Set the records down once more so that they match the source word for word.

** Records provided follows **

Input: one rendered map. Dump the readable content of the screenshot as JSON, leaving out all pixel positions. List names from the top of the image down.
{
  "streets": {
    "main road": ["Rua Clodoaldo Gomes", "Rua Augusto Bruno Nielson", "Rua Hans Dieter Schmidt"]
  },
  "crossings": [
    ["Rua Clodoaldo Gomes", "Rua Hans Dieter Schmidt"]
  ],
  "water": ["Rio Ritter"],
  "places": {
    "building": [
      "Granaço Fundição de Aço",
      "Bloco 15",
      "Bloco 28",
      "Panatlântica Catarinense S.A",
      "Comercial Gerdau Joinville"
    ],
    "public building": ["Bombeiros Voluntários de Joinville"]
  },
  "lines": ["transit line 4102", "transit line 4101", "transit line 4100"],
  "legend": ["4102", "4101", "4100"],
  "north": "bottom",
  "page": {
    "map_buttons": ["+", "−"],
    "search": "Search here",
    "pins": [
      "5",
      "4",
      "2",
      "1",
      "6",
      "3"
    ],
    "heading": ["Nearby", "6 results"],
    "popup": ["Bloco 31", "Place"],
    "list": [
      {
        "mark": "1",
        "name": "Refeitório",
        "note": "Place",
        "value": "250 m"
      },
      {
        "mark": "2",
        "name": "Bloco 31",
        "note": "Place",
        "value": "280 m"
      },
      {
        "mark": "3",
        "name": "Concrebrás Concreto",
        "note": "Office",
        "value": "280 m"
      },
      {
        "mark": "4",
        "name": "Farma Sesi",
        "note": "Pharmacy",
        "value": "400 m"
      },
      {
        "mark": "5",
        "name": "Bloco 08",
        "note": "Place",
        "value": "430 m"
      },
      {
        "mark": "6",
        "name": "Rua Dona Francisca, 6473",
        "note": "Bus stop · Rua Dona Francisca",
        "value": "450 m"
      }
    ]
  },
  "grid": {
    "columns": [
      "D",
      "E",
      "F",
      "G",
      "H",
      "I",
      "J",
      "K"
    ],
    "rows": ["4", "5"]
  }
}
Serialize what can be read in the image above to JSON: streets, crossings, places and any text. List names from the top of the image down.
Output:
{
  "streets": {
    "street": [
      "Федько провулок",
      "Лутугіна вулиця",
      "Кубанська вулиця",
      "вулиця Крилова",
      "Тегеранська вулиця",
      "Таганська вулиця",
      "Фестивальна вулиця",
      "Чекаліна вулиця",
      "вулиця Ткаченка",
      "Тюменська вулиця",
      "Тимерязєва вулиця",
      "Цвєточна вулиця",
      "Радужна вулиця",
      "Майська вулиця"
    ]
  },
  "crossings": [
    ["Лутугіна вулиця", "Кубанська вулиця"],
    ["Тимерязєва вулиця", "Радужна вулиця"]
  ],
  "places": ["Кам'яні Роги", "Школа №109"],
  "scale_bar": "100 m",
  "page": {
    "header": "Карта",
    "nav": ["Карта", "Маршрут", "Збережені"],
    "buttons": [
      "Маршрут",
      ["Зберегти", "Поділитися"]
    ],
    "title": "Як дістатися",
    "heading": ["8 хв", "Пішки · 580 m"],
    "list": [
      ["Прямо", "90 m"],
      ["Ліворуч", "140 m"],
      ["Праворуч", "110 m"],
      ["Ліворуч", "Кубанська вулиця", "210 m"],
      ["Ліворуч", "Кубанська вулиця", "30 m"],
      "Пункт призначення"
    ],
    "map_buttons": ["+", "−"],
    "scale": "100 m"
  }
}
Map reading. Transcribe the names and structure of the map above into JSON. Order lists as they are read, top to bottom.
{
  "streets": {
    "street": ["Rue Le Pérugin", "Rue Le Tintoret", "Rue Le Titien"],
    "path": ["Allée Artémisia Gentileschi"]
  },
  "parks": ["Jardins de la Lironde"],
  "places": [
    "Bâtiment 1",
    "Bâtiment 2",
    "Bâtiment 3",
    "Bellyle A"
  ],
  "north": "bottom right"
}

** End of Records provided **

[Result of the task]
Input: one rendered map. Dump the readable content of the screenshot as JSON, leaving out all pixel positions. List names from the top of the image down.
{
  "streets": {
    "main road": ["Rua Clodoaldo Gomes", "Rua Augusto Bruno Nielson", "Rua Hans Dieter Schmidt"]
  },
  "crossings": [
    ["Rua Clodoaldo Gomes", "Rua Hans Dieter Schmidt"]
  ],
  "water": ["Rio Ritter"],
  "places": {
    "building": [
      "Granaço Fundição de Aço",
      "Bloco 15",
      "Bloco 28",
      "Panatlântica Catarinense S.A",
      "Comercial Gerdau Joinville"
    ],
    "public building": ["Bombeiros Voluntários de Joinville"]
  },
  "lines": ["transit line 4102", "transit line 4101", "transit line 4100"],
  "legend": ["4102", "4101", "4100"],
  "north": "bottom",
  "page": {
    "map_buttons": ["+", "−"],
    "search": "Search here",
    "pins": [
      "5",
      "4",
      "2",
      "1",
      "6",
      "3"
    ],
    "heading": ["Nearby", "6 results"],
    "popup": ["Bloco 31", "Place"],
    "list": [
      {
        "mark": "1",
        "name": "Refeitório",
        "note": "Place",
        "value": "250 m"
      },
      {
        "mark": "2",
        "name": "Bloco 31",
        "note": "Place",
        "value": "280 m"
      },
      {
        "mark": "3",
        "name": "Concrebrás Concreto",
        "note": "Office",
        "value": "280 m"
      },
      {
        "mark": "4",
        "name": "Farma Sesi",
        "note": "Pharmacy",
        "value": "400 m"
      },
      {
        "mark": "5",
        "name": "Bloco 08",
        "note": "Place",
        "value": "430 m"
      },
      {
        "mark": "6",
        "name": "Rua Dona Francisca, 6473",
        "note": "Bus stop · Rua Dona Francisca",
        "value": "450 m"
      }
    ]
  },
  "grid": {
    "columns": [
      "D",
      "E",
      "F",
      "G",
      "H",
      "I",
      "J",
      "K"
    ],
    "rows": ["4", "5"]
  }
}
Serialize what can be read in the image above to JSON: streets, crossings, places and any text. List names from the top of the image down.
Output:
{
  "streets": {
    "street": [
      "Федько провулок",
      "Лутугіна вулиця",
      "Кубанська вулиця",
      "вулиця Крилова",
      "Тегеранська вулиця",
      "Таганська вулиця",
      "Фестивальна вулиця",
      "Чекаліна вулиця",
      "вулиця Ткаченка",
      "Тюменська вулиця",
      "Тимерязєва вулиця",
      "Цвєточна вулиця",
      "Радужна вулиця",
      "Майська вулиця"
    ]
  },
  "crossings": [
    ["Лутугіна вулиця", "Кубанська вулиця"],
    ["Тимерязєва вулиця", "Радужна вулиця"]
  ],
  "places": ["Кам'яні Роги", "Школа №109"],
  "scale_bar": "100 m",
  "page": {
    "header": "Карта",
    "nav": ["Карта", "Маршрут", "Збережені"],
    "buttons": [
      "Маршрут",
      ["Зберегти", "Поділитися"]
    ],
    "title": "Як дістатися",
    "heading": ["8 хв", "Пішки · 580 m"],
    "list": [
      ["Прямо", "90 m"],
      ["Ліворуч", "140 m"],
      ["Праворуч", "110 m"],
      ["Ліворуч", "Кубанська вулиця", "210 m"],
      ["Ліворуч", "Кубанська вулиця", "30 m"],
      "Пункт призначення"
    ],
    "map_buttons": ["+", "−"],
    "scale": "100 m"
  }
}
Map reading. Transcribe the names and structure of the map above into JSON. Order lists as they are read, top to bottom.
{
  "streets": {
    "street": ["Rue Le Pérugin", "Rue Le Tintoret", "Rue Le Titien"],
    "path": ["Allée Artémisia Gentileschi"]
  },
  "parks": ["Jardins de la Lironde"],
  "places": [
    "Bâtiment 1",
    "Bâtiment 2",
    "Bâtiment 3",
    "Bellyle A"
  ],
  "north": "bottom right"
}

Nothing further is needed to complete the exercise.